92.
Dans un craquement sinistre, la porte de la loge finit par céder sous les coups d’épaule.
Les deux femmes sont capturées par les costards roses qui les bousculent et les amènent face à Tadeusz Wozniak.
— Vous avez failli une fois de plus gâcher la fête, mademoiselle Nemrod. Mais je ne suis pas homme à laisser tomber aussi facilement un spectacle. Puisque vous avez troublé le dernier duel pour sauver Mimi « La Terreur Pourpre » vous l’affronterez directement sur scène.
La jeune journaliste veut se débattre mais le costard rose à tête de chien la maintient d’une poigne solide.
Il la pousse en avant, et quelques minutes plus tard elle est à son tour sanglée dans le fauteuil du ring. Mimi « La Terreur Pourpre » est elle aussi attachée, mais semble beaucoup plus sereine.
Tadeusz Wozniak remonte sur scène et prend le micro pour calmer la salle.
— Mesdames ! Messieurs ! Tout va bien. La situation est entièrement sous contrôle et le spectacle va se poursuivre dans les secondes qui viennent.

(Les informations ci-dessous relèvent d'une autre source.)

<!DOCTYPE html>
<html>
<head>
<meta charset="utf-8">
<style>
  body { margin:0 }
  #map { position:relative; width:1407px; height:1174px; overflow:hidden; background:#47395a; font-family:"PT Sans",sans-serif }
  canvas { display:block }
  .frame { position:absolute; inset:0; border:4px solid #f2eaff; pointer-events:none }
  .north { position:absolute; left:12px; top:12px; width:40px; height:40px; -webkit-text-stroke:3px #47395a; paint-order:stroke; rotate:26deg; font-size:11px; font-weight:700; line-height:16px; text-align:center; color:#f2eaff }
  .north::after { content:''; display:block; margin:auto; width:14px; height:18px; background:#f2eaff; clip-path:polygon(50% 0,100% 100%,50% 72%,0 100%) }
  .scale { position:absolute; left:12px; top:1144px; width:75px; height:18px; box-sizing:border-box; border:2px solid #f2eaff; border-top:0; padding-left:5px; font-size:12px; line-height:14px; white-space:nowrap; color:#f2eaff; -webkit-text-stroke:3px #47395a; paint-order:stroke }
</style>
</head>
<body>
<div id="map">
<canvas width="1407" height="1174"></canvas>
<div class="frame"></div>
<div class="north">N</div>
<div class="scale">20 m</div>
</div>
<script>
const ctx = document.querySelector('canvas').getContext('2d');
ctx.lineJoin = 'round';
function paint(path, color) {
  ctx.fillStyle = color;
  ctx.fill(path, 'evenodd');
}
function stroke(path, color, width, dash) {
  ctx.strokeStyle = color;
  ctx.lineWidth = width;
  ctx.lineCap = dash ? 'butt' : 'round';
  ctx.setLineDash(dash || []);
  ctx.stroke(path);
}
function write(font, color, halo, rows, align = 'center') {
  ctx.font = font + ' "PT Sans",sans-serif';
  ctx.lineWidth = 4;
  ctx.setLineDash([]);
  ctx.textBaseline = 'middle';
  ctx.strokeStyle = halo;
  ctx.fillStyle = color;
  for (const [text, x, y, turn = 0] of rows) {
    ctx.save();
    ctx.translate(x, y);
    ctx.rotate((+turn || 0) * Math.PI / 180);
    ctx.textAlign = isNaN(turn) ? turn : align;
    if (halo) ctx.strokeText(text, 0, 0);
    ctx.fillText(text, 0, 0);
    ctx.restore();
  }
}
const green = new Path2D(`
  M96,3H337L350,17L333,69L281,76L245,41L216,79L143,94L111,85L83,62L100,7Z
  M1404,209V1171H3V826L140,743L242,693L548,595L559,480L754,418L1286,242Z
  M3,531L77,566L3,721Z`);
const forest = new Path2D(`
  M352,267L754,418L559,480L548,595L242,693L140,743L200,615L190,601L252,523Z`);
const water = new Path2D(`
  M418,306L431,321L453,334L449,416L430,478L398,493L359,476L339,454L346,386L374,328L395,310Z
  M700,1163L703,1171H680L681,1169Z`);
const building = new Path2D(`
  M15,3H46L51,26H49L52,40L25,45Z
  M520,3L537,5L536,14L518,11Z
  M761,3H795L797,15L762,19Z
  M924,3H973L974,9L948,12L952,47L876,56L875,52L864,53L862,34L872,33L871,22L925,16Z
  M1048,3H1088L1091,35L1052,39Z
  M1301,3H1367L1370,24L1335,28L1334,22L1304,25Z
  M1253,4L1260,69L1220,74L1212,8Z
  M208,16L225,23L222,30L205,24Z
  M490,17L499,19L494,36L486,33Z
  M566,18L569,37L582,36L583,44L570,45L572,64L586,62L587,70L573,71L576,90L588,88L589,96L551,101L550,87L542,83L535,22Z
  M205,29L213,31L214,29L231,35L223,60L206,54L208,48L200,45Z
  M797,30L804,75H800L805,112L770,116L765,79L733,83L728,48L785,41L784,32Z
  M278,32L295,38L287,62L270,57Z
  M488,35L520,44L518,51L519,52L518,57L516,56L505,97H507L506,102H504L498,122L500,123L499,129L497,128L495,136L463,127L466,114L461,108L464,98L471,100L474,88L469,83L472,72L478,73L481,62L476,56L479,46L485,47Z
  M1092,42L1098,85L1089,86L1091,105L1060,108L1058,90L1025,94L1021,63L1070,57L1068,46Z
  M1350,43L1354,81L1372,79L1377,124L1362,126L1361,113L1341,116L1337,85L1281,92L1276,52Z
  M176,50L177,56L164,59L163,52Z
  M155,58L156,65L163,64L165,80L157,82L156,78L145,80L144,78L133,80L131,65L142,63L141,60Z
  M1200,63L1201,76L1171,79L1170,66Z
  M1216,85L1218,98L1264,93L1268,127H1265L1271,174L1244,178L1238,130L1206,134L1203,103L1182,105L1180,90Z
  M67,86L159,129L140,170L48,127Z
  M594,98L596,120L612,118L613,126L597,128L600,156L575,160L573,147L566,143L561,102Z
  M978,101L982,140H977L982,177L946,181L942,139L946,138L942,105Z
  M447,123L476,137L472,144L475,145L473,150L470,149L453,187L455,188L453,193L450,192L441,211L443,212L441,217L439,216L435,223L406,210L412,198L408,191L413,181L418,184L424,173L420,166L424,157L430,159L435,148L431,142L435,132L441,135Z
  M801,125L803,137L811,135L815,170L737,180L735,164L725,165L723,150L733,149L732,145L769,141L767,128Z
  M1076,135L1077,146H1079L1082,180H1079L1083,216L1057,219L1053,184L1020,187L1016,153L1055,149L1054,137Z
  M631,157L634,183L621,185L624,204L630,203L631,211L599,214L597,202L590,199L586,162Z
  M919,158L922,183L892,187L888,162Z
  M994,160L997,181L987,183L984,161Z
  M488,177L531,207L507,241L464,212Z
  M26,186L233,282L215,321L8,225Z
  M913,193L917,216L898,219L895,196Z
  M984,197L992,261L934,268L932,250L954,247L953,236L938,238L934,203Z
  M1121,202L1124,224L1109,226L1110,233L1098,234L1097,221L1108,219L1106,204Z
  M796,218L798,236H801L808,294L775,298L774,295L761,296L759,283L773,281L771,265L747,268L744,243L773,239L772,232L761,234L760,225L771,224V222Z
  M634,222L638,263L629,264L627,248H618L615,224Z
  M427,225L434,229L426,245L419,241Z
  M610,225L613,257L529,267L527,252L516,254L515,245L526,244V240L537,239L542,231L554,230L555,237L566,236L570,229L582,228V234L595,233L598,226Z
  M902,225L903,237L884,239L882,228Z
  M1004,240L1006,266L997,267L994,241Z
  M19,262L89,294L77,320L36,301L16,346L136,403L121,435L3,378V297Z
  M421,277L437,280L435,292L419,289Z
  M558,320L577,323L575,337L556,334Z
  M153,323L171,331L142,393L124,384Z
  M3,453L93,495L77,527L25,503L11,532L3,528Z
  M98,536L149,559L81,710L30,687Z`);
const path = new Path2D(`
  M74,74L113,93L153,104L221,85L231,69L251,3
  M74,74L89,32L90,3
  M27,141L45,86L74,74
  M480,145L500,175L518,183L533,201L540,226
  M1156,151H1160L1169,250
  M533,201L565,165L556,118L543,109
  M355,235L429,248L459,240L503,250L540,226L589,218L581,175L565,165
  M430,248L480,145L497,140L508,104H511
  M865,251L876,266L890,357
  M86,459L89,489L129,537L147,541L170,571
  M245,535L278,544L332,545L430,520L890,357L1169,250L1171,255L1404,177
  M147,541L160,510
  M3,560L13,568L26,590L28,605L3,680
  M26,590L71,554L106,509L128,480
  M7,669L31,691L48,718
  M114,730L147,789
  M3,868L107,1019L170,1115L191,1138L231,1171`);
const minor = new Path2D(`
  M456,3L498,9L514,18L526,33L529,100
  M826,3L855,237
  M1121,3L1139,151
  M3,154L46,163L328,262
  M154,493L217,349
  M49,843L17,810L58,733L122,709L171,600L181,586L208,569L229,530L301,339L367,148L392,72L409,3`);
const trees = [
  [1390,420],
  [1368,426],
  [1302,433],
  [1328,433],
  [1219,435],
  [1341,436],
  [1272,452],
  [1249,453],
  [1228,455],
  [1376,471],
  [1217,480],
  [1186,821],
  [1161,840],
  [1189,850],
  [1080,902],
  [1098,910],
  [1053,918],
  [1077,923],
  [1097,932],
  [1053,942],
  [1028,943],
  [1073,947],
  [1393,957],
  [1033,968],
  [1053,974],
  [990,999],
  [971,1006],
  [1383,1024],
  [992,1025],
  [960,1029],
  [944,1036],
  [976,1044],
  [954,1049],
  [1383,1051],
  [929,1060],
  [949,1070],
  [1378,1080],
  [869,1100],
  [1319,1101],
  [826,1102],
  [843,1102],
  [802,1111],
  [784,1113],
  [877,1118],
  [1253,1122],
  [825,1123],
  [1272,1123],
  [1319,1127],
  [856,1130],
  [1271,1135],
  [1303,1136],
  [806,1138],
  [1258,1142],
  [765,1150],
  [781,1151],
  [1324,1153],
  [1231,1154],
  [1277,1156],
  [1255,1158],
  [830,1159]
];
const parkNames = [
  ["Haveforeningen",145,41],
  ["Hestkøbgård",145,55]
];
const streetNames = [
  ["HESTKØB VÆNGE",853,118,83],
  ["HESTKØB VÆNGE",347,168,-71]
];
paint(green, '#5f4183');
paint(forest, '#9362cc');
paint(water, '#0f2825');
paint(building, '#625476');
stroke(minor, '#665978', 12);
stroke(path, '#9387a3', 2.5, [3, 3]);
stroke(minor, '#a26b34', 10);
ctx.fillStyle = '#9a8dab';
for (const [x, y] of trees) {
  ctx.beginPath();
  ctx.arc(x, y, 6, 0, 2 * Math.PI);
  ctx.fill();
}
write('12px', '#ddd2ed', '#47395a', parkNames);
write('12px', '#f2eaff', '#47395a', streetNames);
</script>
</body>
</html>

Mais le brouhaha ne cesse pas pour autant. Des spectateurs debout s’apprêtent à partir.
Tadeusz Wozniak fait signe au responsable régie d’éteindre la salle et de ne garder allumé que le ring où il se trouve avec les deux femmes challengers.
— Merci de votre attention. Comme je le disais tout à l’heure, vous n’avez rien à craindre. Ce petit incident a été rapidement maîtrisé et vous pourrez profiter de la suite de notre soirée.
Certains se rasseyent. Bientôt imités par les autres.
Mais un homme en costume noir, entouré de ses propres gardes du corps, se lève et demande des explications sur ce qu’il vient de se passer.
— OK, dit Tadeusz, vous avez le droit de savoir. Il s’avère que la petite demoiselle qui a surgi est une… journaliste du Guetteur Moderne.
Aussitôt la salle réagit. Certains se lèvent à nouveau.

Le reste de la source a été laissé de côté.